According to several sources familiar with the matter at hand, the United States has delayed the full-rate production of the F-35 Joint Strike Fighter to the end of 2023 following an extension of the Joint Simulation Environment (JSE) tests.
The F-35 is facing numerous delays due to technical issues which have been aggravated by the COVID-19 pandemic.
As per Lt. General Eric Fick, the CEO of the F-35 program, the Pentagon has already begun validating JSE components, which should be completed sometime in May. Tests to verify the system are scheduled to take place this fall, allowing the F-35 to finally conduct its 64 JSE tests in the summer of 2023.

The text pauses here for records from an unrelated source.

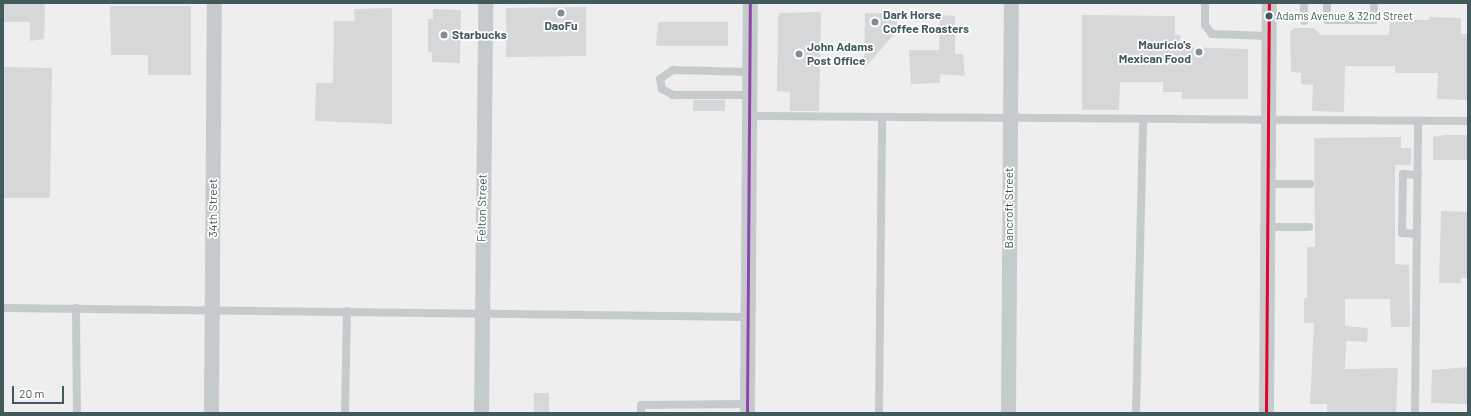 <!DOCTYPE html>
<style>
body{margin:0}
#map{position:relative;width:1471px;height:416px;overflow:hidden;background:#efeeee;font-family:Barlow,sans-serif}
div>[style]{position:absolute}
.building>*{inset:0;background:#d6d7d8}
.lane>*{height:8px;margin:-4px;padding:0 4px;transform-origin:4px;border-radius:4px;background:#c5cbcc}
.street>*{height:15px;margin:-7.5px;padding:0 7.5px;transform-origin:7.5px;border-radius:7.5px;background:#c5cbcc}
.bus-1>*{height:3px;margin:-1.5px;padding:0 1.5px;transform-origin:1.5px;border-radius:1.5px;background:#8e44ad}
.bus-2>*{height:3px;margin:-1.5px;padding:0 1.5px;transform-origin:1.5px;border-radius:1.5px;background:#e4002b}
.dots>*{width:11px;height:11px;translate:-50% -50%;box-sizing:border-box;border:2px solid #fff;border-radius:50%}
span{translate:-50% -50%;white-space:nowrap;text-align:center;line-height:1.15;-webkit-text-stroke:3.5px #fff;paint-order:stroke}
.bus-label{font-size:11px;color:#435a5d}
.left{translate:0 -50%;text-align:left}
.poi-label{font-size:12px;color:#435a5d;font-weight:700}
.right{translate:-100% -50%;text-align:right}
.street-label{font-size:12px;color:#435a5d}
.frame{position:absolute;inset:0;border:4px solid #435a5d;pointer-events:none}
.scale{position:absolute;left:12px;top:386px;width:52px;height:18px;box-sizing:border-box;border:2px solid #435a5d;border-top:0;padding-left:5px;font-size:12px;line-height:14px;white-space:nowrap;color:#435a5d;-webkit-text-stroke:3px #fff;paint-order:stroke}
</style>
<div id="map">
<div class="building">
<i style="clip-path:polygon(3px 3px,45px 3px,44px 39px,30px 41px,30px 22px,3px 22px)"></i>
<i style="clip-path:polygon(110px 6px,191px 6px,191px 75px,148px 75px,148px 55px,111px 55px)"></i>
<i style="clip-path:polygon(586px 7px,586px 56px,506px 57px,506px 8px)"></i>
<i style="clip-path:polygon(392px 8px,392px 124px,315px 121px,316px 83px,333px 83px,334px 21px,355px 21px,354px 9px)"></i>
<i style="clip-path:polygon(433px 9px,461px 10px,460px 63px,432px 62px,432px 52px,428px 52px,428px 19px,433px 19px)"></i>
<i style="clip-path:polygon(821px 12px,819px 111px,790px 111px,790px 92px,777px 91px,778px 18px,780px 13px)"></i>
<i style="clip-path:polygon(865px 13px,897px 14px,897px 31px,864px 69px)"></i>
<i style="clip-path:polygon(940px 15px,955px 16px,955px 54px,963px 54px,965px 76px,940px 74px,940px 83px,911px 84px,909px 50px,939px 50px)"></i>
<i style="clip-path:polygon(1082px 15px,1175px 16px,1175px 35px,1180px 35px,1180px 47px,1248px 49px,1248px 99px,1182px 99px,1182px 92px,1163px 92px,1163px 82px,1120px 82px,1119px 110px,1082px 110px)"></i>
<i style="clip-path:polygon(1429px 17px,1461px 18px,1461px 34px,1468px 34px,1468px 100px,1437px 99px,1438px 73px,1395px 73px,1395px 66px,1345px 66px,1344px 112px,1312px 111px,1313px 85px,1301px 84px,1301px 73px,1291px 72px,1290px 31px,1295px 28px,1314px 28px,1321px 35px,1389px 35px,1390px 19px,1429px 20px)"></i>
<i style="clip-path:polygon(658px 22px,728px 22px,728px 46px,656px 46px)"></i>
<i style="clip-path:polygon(3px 67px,52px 68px,50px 198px,3px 198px)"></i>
<i style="clip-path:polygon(693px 100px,725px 100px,725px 111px,693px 111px)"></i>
<i style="clip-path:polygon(1445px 135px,1468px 135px,1468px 160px,1433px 160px,1433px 137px)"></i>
<i style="clip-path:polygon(1401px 137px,1401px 148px,1411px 148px,1411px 165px,1395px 165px,1395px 264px,1409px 265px,1410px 327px,1391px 327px,1390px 299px,1345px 299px,1345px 326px,1368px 328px,1367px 342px,1346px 341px,1345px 369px,1398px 368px,1396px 413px,1327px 413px,1327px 404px,1310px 404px,1314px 323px,1304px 323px,1304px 298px,1307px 298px,1307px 247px,1315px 247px,1314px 138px)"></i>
<i style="clip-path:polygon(1441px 211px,1468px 212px,1468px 278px,1461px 278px,1461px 283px,1439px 283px)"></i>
<i style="clip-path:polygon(1468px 367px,1468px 404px,1431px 403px,1432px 370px)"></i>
<i style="clip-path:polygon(534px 393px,549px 393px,549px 413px,534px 413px)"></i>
</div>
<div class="lane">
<i style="left:1205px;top:3px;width:22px;rotate:90deg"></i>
<i style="left:1205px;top:25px;width:11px;rotate:52deg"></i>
<i style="left:1212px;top:34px;width:56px;rotate:2deg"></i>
<i style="left:1304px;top:3px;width:18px;rotate:90deg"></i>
<i style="left:1327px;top:3px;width:17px;rotate:90deg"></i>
<i style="left:1327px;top:20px;width:47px"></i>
<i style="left:1374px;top:20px;width:17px;rotate:-90deg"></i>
<i style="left:749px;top:95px;width:76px;rotate:180deg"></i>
<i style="left:673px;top:95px;width:13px;rotate:-151deg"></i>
<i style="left:662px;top:89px;width:10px;rotate:-101deg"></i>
<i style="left:660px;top:79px;width:16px;rotate:-35deg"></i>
<i style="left:673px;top:70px;width:77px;rotate:1.5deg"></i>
<i style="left:749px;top:116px;width:719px;rotate:0.4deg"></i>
<i style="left:1267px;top:184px;width:43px"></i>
<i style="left:1267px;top:227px;width:42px"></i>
<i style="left:1417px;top:234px;width:15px;rotate:-176deg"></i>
<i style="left:1402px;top:233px;width:59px;rotate:-89deg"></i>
<i style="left:1403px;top:174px;width:15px;rotate:4deg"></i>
<i style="left:3px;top:308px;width:744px;rotate:0.69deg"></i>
<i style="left:76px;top:308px;width:105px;rotate:89.5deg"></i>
<i style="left:345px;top:413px;width:102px;rotate:-88.9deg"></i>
<i style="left:641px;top:413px;width:8px;rotate:-90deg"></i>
<i style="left:641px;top:405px;width:106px;rotate:-0.5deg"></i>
<i style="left:879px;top:413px;width:296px;rotate:-89.4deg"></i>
<i style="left:1136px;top:413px;width:294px;rotate:-88.6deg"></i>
<i style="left:1415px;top:413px;width:292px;rotate:-89.4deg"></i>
</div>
<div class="street">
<i style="left:211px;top:413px;width:410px;rotate:-89.6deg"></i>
<i style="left:481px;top:413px;width:410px;rotate:-89.4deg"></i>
<i style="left:747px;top:413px;width:410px;rotate:-89.6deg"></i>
<i style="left:1008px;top:413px;width:410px;rotate:-89.6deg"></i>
<i style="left:1266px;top:413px;width:410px;rotate:-89.6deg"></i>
</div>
<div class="bus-1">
<i style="left:747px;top:413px;width:410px;rotate:-89.6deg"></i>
</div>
<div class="bus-2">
<i style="left:1266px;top:413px;width:410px;rotate:-89.6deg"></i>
</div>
<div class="dots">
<i style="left:561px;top:13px;background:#7f8e90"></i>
<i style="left:1269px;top:16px;background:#435a5d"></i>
<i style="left:875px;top:22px;background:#7f8e90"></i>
<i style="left:444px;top:35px;background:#7f8e90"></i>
<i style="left:1199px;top:52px;background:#7f8e90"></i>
<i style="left:799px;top:54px;background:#7f8e90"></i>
</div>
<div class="bus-label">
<span class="left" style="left:1276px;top:16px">Adams Avenue &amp; 32nd Street</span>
</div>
<div class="poi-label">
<span class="left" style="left:883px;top:22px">Dark Horse<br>Coffee Roasters</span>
<span style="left:561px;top:26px">DaoFu</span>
<span class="left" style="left:452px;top:35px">Starbucks</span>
<span class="right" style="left:1191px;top:52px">Mauricio's<br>Mexican Food</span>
<span class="left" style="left:807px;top:54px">John Adams<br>Post Office</span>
</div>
<div class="street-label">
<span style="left:213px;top:208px;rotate:-90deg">34th Street</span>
<span style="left:482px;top:208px;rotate:-89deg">Felton Street</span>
<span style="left:1009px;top:208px;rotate:-90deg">Bancroft Street</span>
</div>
<div class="frame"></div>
<div class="scale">20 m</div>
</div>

The Joint Simulation Environment is a virtual testbed which allows the F-35 to go up against the latest Chinese and Russian threats. Only after Lockheed Martin conducts 64 test runs in the JSE for the F-35 will it be allowed to proceed from operational tests to a “Milestone C” decision, after which the Pentagon’s top acquisition authority will declare the jet ready for full-rate production.
When asked whether the program schedule is likely to go into full-rate production in fiscal 2023, Lieutenant General Fick said: “I don’t think it’s impossible. However, if there is a significant shift in the program schedule, we may not have much time to prepare a report and get ‘Milestone C’ approval during the year”.
Incidentally, a decision for a full-rate production was postponed several times. As per Lieutenant General Fick, they are working “aggressively” for the approval, validation, and accreditation of the simulation components of the JSE tests.